EH Dole Chapter responds to four fires in one week

The Elizabeth Hanford Dole Chapter of the American Red Cross has been busy in the last week responding to fires that destroyed four homes in Rowan:

  • A Nov. 27  fire on Chalice Court in Salisbury that displaced two adults
  • A Dec. 1 fire on Martin Luther King Jr. in Salisbury that displaced a family of four
  • A Dec. 3 fire on N. Salisbury Avenue in Granite Quarry that displaced a family of three
  • A Dec. 3 fire on Lomax Drive in Gold Hill that displaced seven people

The Red Cross provided assistance for emergency needs, like food, shelter and clothing. Red Cross staff and volunteers also work with the families on a case-by-case basis to help them get on the road to recovery with other community partners.

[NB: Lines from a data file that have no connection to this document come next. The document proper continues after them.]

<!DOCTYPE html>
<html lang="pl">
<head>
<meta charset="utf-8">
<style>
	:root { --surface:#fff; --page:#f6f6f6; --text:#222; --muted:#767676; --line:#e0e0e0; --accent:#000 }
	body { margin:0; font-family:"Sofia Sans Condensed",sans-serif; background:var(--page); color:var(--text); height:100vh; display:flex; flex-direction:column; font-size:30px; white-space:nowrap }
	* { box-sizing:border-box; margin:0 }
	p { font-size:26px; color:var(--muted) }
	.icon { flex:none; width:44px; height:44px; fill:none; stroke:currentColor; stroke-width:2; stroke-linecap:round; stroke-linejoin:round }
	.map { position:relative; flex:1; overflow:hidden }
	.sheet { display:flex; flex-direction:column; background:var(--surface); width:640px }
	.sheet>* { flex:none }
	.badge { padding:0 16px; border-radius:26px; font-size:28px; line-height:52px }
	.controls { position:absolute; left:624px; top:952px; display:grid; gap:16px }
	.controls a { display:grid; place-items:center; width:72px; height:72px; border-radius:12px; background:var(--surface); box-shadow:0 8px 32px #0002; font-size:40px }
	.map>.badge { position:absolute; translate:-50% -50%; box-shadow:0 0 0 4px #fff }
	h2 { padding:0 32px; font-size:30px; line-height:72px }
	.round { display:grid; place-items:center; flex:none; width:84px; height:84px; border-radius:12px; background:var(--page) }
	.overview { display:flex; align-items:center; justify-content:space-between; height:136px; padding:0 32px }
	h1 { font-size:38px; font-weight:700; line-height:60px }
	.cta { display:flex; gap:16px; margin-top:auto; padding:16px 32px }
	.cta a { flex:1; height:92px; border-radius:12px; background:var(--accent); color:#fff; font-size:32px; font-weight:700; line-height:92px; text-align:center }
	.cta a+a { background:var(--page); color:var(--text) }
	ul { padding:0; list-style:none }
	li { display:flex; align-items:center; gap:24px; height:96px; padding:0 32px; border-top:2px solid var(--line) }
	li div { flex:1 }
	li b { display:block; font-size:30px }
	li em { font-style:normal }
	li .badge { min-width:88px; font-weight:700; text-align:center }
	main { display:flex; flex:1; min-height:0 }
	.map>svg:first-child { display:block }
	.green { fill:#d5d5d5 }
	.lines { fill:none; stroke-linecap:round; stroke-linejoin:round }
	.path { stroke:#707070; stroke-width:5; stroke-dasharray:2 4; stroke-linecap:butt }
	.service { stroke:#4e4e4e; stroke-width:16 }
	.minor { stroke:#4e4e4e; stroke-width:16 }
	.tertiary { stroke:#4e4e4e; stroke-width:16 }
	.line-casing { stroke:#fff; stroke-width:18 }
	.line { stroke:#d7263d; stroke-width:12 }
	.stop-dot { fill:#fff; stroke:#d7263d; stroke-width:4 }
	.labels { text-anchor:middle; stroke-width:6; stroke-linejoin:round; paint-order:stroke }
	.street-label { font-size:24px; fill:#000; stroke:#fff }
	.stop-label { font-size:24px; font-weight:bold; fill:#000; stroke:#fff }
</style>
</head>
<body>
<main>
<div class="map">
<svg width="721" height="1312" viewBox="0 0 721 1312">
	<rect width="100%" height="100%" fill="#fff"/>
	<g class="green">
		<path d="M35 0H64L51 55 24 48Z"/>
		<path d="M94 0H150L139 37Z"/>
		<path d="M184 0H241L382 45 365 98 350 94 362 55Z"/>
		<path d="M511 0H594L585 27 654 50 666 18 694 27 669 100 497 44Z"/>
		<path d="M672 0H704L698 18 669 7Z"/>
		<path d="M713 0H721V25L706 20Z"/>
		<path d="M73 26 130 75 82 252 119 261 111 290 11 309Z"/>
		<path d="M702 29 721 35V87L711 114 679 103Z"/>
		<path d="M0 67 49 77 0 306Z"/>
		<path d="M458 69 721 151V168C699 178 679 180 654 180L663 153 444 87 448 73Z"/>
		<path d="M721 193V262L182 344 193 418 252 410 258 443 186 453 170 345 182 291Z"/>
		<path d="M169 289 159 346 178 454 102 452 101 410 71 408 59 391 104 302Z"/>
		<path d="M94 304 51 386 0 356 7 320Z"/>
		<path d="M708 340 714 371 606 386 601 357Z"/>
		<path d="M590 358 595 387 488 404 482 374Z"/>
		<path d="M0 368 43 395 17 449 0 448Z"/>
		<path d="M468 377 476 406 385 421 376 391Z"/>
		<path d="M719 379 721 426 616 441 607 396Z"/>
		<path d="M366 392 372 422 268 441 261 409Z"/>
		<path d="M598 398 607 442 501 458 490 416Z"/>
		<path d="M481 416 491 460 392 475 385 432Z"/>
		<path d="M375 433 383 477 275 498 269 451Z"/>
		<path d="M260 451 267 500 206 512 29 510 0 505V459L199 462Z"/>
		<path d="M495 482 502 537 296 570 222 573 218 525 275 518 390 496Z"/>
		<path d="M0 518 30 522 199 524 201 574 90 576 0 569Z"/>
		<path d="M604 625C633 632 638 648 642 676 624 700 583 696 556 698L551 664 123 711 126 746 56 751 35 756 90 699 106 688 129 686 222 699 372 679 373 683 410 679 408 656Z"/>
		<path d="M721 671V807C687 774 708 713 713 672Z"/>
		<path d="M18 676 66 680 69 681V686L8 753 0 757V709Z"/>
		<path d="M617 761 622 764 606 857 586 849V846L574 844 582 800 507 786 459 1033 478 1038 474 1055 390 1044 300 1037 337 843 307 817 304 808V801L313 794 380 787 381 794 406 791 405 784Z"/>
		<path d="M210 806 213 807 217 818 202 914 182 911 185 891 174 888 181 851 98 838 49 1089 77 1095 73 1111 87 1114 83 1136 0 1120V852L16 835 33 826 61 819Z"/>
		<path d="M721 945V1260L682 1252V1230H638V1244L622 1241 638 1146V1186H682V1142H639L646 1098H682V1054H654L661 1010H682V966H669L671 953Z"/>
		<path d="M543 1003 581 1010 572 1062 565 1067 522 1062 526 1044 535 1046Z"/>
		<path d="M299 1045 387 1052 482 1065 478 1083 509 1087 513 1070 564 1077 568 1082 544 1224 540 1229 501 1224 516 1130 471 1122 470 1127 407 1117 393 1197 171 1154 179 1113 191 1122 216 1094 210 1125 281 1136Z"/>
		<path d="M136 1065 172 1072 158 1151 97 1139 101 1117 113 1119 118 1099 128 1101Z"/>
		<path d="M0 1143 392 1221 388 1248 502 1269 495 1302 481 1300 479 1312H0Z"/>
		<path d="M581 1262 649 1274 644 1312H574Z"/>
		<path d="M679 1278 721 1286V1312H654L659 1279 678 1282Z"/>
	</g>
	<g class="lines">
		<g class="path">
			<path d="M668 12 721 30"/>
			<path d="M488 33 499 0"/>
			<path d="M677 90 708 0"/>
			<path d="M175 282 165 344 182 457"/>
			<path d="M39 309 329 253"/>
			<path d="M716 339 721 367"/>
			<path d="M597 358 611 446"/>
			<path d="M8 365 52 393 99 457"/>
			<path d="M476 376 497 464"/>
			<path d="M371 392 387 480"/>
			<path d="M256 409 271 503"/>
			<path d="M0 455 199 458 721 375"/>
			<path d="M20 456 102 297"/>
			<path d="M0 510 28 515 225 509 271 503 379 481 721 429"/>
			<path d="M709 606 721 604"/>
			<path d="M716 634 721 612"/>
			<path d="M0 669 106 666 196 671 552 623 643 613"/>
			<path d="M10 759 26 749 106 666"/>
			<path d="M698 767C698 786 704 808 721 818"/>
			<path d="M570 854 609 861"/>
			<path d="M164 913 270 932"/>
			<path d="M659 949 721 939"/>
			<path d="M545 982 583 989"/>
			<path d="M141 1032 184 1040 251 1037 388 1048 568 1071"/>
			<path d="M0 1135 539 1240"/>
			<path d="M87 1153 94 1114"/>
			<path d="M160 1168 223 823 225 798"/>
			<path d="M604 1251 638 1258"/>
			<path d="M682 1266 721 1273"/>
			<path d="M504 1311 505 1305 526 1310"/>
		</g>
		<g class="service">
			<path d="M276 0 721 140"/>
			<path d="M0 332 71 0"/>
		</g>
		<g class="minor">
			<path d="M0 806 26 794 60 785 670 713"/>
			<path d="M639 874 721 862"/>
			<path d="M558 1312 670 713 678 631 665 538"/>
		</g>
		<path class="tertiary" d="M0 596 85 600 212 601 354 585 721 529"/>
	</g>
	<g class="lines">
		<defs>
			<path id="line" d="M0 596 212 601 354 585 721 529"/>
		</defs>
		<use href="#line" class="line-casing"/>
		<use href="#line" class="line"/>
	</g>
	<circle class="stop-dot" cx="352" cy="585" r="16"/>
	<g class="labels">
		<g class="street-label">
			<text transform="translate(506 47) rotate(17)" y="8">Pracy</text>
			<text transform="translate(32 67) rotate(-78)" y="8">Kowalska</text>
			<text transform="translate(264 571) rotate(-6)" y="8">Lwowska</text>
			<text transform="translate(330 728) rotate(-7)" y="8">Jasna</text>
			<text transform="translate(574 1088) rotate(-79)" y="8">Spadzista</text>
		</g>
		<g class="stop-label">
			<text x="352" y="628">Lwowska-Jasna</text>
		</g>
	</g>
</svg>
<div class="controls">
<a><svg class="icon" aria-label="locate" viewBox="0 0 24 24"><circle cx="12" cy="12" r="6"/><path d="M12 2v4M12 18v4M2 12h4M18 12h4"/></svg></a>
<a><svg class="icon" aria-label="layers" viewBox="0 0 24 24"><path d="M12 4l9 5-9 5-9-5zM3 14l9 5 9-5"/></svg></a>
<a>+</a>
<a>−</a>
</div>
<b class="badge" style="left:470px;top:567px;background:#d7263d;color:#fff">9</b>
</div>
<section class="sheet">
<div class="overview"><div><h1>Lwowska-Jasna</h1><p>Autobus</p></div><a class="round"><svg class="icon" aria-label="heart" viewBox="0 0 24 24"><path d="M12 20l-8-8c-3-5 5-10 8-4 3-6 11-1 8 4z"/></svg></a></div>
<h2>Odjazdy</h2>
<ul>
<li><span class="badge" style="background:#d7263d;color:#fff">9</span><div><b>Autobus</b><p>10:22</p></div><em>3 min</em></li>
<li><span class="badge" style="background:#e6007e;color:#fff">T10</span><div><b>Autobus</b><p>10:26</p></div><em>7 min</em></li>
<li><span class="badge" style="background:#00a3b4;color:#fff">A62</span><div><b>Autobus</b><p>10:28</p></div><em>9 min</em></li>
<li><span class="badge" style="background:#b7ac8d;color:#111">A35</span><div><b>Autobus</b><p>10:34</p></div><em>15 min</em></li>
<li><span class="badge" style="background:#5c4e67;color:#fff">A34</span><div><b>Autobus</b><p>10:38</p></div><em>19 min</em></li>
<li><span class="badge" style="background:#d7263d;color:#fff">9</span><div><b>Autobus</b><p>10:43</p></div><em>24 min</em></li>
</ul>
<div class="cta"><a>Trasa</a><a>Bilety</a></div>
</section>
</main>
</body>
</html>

Home fires are the biggest disaster threat to people in this country – worse than floods, hurricanes and tornadoes. With the onset of winter and colder weather, people will be turning up their thermostats to stay warm. Many will resort to alternate heating methods to cut down on costs. Supplemental heating sources can be dangerous if not used properly.

“This is the busiest time of the year for us,” said local Red Cross Emergency Services Specialist Deborah Lineberger, who noted that on average, the chapter responds to four or five fires a month.

To Help:

Those who want to help the people affected by fires like these, as well as countless crises at home and around the world, can make a donation to support American Red Cross Disaster Relief. Their gift will enable the Red Cross to prepare for and provide shelter, food, emotional support and other disaster assistance. Visit for more information on making a donation to the American Red Cross.

Fire safety tips:

The Red Cross urges caution when using heating alternatives and offers the following safety tips on how to prevent fires:

  • Have wood and coal stoves, fireplaces, chimneys and furnaces professionally inspected once a year.
  • Never use a stove or oven to heat the home.
  • Never leave portable heaters or fireplaces unattended. 
  • Turn off space heaters or extinguish the fireplace before going to bed or leaving home. 
  • Place a space heater on a hard, level, nonflammable surface.  Do not put space heaters on rugs or carpets, near bedding or drapes, and keep children and pets away.  Look for a space heater model that shuts off automatically if the heater falls over.
  • When using a fireplace, use a glass or metal screen large enough to catch sparks or rolling logs and keep the fire in the fireplace.
  • Keep all flammable materials such as newspapers, matches, bedding, clothing, carpets and rugs at least three feet away from heat sources such as space heaters, fireplaces and stoves.

Smoke alarms save lives. People should:

  • Install smoke alarms on every level of their home, inside bedrooms and outside sleeping areas.
  • Check monthly that smoke alarms are working properly by pushing the test button.
  • Replace batteries in smoke alarms at least once a year.
  • Replace smoke alarms every ten years.